> Data records

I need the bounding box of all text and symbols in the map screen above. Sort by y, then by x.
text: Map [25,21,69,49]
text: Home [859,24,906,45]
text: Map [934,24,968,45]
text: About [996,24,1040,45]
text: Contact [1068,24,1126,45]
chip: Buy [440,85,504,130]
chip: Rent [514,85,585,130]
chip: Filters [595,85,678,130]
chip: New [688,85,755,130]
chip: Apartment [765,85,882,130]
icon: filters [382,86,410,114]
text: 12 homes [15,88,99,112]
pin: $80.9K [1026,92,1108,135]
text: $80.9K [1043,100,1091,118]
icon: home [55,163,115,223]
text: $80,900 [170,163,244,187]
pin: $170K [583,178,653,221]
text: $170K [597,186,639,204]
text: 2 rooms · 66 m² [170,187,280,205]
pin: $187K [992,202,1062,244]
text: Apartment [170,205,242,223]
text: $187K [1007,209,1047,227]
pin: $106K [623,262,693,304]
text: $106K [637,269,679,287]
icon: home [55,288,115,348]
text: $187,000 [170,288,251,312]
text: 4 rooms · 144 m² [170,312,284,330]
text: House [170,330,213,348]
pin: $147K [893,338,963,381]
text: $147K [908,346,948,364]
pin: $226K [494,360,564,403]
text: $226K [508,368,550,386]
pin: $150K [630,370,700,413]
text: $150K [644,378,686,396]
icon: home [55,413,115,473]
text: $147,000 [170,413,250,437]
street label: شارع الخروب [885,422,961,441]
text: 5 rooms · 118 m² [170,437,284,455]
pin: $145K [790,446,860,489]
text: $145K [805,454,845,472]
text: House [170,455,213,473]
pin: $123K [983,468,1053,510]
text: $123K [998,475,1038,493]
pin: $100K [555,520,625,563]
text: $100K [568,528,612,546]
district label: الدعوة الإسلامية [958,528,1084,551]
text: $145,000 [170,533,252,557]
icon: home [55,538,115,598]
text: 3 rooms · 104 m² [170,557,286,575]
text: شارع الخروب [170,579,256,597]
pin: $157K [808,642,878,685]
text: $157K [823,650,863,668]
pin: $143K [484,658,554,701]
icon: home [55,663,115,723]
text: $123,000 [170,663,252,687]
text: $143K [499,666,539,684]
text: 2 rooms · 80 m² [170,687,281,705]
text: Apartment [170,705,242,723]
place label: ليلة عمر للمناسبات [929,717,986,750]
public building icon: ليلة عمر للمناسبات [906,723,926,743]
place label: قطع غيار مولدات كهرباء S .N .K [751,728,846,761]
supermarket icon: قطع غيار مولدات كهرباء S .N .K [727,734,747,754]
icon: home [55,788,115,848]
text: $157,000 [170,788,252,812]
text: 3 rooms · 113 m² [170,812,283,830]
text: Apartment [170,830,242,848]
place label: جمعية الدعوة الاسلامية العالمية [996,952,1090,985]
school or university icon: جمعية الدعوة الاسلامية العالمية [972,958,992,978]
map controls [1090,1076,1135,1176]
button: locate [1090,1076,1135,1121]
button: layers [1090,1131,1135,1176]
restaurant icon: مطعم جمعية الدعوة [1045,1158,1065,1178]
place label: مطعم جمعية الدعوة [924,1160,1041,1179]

> Exercise description
So that nothing is lost, restate all the material word for word.

> Solution below
I need the bounding box of all text and symbols in the map screen above. Sort by y, then by x.
text: Map [25,21,69,49]
text: Home [859,24,906,45]
text: Map [934,24,968,45]
text: About [996,24,1040,45]
text: Contact [1068,24,1126,45]
chip: Buy [440,85,504,130]
chip: Rent [514,85,585,130]
chip: Filters [595,85,678,130]
chip: New [688,85,755,130]
chip: Apartment [765,85,882,130]
icon: filters [382,86,410,114]
text: 12 homes [15,88,99,112]
pin: $80.9K [1026,92,1108,135]
text: $80.9K [1043,100,1091,118]
icon: home [55,163,115,223]
text: $80,900 [170,163,244,187]
pin: $170K [583,178,653,221]
text: $170K [597,186,639,204]
text: 2 rooms · 66 m² [170,187,280,205]
pin: $187K [992,202,1062,244]
text: Apartment [170,205,242,223]
text: $187K [1007,209,1047,227]
pin: $106K [623,262,693,304]
text: $106K [637,269,679,287]
icon: home [55,288,115,348]
text: $187,000 [170,288,251,312]
text: 4 rooms · 144 m² [170,312,284,330]
text: House [170,330,213,348]
pin: $147K [893,338,963,381]
text: $147K [908,346,948,364]
pin: $226K [494,360,564,403]
text: $226K [508,368,550,386]
pin: $150K [630,370,700,413]
text: $150K [644,378,686,396]
icon: home [55,413,115,473]
text: $147,000 [170,413,250,437]
street label: شارع الخروب [885,422,961,441]
text: 5 rooms · 118 m² [170,437,284,455]
pin: $145K [790,446,860,489]
text: $145K [805,454,845,472]
text: House [170,455,213,473]
pin: $123K [983,468,1053,510]
text: $123K [998,475,1038,493]
pin: $100K [555,520,625,563]
text: $100K [568,528,612,546]
district label: الدعوة الإسلامية [958,528,1084,551]
text: $145,000 [170,533,252,557]
icon: home [55,538,115,598]
text: 3 rooms · 104 m² [170,557,286,575]
text: شارع الخروب [170,579,256,597]
pin: $157K [808,642,878,685]
text: $157K [823,650,863,668]
pin: $143K [484,658,554,701]
icon: home [55,663,115,723]
text: $123,000 [170,663,252,687]
text: $143K [499,666,539,684]
text: 2 rooms · 80 m² [170,687,281,705]
text: Apartment [170,705,242,723]
place label: ليلة عمر للمناسبات [929,717,986,750]
public building icon: ليلة عمر للمناسبات [906,723,926,743]
place label: قطع غيار مولدات كهرباء S .N .K [751,728,846,761]
supermarket icon: قطع غيار مولدات كهرباء S .N .K [727,734,747,754]
icon: home [55,788,115,848]
text: $157,000 [170,788,252,812]
text: 3 rooms · 113 m² [170,812,283,830]
text: Apartment [170,830,242,848]
place label: جمعية الدعوة الاسلامية العالمية [996,952,1090,985]
school or university icon: جمعية الدعوة الاسلامية العالمية [972,958,992,978]
map controls [1090,1076,1135,1176]
button: locate [1090,1076,1135,1121]
button: layers [1090,1131,1135,1176]
restaurant icon: مطعم جمعية الدعوة [1045,1158,1065,1178]
place label: مطعم جمعية الدعوة [924,1160,1041,1179]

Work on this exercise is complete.